(Records provided Opens)
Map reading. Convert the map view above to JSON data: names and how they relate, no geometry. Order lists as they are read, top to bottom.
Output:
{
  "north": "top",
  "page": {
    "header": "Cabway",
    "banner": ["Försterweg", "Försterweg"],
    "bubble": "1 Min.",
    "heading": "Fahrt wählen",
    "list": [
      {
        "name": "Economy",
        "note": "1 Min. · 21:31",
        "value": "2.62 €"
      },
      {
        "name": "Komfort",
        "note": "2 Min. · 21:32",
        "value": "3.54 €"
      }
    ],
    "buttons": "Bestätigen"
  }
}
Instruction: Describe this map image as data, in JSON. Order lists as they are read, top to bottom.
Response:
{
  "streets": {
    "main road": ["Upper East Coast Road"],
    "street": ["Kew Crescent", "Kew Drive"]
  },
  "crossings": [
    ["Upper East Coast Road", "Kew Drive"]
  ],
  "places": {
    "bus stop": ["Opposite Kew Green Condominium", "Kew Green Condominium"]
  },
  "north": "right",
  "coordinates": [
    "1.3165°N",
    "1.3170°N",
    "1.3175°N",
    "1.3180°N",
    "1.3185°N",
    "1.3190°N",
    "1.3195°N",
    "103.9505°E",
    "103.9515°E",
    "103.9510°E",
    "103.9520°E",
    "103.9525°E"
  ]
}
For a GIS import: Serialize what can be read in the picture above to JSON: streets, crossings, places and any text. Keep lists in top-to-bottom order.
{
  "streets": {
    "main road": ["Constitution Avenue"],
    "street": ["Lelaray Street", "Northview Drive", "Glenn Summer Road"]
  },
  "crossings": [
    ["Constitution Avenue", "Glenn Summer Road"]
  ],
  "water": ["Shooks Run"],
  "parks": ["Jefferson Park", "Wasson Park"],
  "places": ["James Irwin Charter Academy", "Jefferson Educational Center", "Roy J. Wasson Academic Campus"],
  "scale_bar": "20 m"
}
(Records provided Closes)
* [Problem to solve]: Search the material above for the word "data", then copy out each line that has it.

* [Written response]:
Map reading. Convert the map view above to JSON data: names and how they relate, no geometry. Order lists as they are read, top to bottom.
Instruction: Describe this map image as data, in JSON. Order lists as they are read, top to bottom.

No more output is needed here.